### Data listing
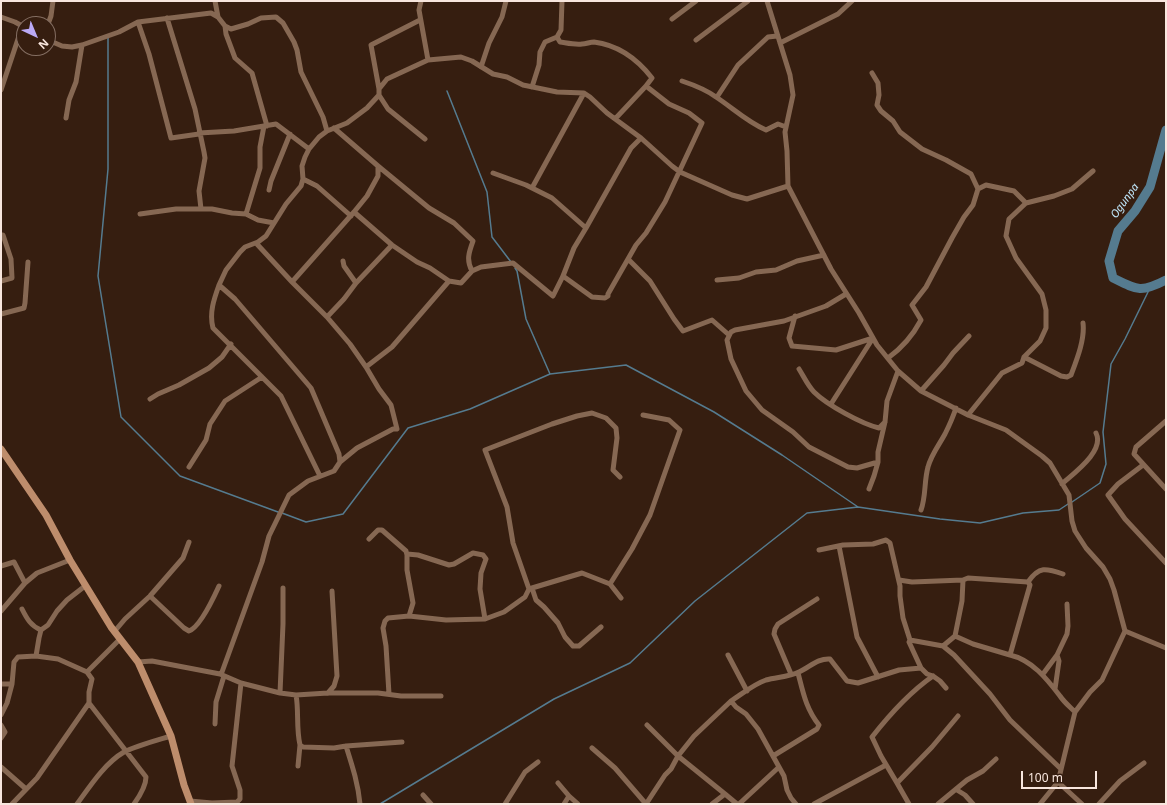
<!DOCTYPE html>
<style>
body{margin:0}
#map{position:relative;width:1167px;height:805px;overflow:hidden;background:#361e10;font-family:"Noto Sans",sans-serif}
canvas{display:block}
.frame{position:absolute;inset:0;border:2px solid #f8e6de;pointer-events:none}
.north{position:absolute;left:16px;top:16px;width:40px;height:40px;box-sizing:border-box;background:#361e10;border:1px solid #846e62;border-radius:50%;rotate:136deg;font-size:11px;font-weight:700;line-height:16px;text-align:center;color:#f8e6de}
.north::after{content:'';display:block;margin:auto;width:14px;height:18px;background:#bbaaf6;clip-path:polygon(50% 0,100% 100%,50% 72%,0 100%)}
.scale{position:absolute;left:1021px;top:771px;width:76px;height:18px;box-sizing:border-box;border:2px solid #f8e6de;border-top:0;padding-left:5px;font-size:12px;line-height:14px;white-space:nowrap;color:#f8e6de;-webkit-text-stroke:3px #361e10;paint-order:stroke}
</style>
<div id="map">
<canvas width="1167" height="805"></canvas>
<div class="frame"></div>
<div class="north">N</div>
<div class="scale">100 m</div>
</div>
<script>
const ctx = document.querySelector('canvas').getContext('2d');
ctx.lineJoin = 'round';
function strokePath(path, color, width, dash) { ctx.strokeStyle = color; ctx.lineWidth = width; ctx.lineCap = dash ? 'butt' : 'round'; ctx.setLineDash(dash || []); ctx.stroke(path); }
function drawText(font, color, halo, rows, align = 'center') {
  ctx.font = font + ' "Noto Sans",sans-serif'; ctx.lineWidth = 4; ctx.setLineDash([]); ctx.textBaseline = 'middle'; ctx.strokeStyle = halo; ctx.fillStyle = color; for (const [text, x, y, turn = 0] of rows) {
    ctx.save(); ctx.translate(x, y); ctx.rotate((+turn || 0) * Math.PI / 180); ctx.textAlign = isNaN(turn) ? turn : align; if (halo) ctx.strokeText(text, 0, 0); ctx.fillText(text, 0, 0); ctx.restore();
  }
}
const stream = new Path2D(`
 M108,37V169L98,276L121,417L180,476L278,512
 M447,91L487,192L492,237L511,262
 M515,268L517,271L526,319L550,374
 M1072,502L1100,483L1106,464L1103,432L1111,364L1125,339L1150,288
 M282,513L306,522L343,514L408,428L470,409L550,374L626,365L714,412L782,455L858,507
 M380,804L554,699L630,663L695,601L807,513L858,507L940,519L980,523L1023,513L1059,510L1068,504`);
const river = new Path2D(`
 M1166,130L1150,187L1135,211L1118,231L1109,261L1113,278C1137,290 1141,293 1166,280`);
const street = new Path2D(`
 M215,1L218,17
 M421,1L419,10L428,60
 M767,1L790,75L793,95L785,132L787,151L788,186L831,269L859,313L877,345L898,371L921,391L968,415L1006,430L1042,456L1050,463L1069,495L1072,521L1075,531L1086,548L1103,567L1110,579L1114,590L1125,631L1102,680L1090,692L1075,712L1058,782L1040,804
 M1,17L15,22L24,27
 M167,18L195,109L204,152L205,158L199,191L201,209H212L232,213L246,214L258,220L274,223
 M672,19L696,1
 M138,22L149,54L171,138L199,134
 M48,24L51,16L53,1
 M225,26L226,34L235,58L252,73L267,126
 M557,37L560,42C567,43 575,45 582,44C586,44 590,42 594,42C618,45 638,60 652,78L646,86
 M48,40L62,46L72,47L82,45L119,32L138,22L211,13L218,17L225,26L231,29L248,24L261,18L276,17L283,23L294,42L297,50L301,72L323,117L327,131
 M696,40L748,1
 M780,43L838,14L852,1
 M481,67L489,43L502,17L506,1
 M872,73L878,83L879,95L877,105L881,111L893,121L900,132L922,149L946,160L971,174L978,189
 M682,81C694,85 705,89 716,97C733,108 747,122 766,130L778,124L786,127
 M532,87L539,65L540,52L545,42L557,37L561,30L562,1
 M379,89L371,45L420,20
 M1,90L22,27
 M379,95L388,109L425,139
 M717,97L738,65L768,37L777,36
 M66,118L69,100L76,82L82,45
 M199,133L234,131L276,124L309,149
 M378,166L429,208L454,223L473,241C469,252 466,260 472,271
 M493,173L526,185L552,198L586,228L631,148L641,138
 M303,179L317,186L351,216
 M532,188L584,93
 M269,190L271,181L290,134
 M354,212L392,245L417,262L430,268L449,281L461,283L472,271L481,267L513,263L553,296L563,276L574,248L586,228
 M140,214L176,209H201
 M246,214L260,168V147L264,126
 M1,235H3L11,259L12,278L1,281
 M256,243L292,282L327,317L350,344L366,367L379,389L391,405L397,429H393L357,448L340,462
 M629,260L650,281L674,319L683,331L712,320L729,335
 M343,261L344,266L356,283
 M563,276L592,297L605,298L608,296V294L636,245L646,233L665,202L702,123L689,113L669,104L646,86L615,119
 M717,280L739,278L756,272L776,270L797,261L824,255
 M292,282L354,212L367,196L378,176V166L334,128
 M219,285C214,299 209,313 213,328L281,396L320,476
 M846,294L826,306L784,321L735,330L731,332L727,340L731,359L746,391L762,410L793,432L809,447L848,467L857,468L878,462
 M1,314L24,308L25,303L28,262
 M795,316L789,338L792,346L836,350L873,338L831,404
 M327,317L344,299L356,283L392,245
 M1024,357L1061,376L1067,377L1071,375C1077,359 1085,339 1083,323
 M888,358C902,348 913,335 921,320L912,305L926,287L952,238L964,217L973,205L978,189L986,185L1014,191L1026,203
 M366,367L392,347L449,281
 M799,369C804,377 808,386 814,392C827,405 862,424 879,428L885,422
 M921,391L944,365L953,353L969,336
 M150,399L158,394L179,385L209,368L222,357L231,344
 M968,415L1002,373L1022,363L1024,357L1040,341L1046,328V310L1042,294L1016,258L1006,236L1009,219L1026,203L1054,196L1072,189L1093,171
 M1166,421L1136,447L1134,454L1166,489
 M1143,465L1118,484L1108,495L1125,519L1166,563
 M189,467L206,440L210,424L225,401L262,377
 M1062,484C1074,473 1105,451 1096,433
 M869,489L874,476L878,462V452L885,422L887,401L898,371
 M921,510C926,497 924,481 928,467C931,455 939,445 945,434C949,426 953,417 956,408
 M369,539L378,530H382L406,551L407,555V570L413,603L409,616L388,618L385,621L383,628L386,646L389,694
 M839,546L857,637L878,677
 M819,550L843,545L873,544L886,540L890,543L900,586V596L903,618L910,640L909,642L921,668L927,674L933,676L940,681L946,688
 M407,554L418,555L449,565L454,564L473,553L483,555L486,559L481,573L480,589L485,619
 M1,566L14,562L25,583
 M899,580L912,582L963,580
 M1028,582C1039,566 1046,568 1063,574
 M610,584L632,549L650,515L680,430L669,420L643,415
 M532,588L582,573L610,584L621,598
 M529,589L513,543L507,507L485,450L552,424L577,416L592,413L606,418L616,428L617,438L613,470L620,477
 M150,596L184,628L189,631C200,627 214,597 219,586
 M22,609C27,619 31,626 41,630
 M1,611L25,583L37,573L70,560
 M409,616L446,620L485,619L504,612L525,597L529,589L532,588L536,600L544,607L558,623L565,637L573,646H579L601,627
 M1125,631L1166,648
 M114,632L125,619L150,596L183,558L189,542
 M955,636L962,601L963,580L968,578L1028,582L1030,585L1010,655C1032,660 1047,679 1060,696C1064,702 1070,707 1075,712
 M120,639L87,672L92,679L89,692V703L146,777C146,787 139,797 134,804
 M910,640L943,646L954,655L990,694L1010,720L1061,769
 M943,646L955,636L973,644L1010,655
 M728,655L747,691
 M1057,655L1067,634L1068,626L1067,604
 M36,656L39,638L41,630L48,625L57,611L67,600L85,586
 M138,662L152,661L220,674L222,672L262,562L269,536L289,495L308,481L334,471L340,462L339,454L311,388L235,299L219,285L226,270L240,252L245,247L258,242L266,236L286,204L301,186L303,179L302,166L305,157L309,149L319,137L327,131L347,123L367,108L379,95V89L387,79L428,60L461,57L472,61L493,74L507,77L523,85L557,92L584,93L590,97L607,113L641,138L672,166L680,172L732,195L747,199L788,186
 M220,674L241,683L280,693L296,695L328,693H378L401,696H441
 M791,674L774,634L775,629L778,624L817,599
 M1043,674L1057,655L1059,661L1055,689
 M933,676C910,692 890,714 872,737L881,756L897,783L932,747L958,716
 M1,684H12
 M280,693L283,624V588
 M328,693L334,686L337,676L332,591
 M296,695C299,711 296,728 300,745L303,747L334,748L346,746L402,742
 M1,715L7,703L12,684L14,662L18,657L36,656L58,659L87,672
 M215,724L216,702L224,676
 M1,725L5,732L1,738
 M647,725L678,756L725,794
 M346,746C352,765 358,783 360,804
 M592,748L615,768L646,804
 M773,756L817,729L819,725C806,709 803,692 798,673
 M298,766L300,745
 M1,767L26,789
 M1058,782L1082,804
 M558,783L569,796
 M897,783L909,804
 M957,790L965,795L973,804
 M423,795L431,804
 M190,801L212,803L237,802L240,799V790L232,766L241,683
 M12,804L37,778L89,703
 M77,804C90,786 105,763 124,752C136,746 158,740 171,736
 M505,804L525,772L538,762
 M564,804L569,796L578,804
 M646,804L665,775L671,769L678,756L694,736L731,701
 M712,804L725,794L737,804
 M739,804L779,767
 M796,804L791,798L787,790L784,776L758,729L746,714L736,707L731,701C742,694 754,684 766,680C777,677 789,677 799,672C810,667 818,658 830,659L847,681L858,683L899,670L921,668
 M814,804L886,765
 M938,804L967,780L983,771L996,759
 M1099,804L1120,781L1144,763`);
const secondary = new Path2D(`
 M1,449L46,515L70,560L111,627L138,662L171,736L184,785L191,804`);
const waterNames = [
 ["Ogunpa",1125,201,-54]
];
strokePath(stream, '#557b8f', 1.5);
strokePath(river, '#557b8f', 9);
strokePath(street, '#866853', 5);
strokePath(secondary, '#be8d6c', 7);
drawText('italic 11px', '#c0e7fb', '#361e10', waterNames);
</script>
######
Reproduce exactly, and only, the part of the listing above that begins at the line with "M378,166L429,208L454,223L473,241C469,252 466,260 472,271" and goes on through the line with "M269,190L271,181L290,134".

- **Answer to this exercise**:
 M378,166L429,208L454,223L473,241C469,252 466,260 472,271
 M493,173L526,185L552,198L586,228L631,148L641,138
 M303,179L317,186L351,216
 M532,188L584,93
 M269,190L271,181L290,134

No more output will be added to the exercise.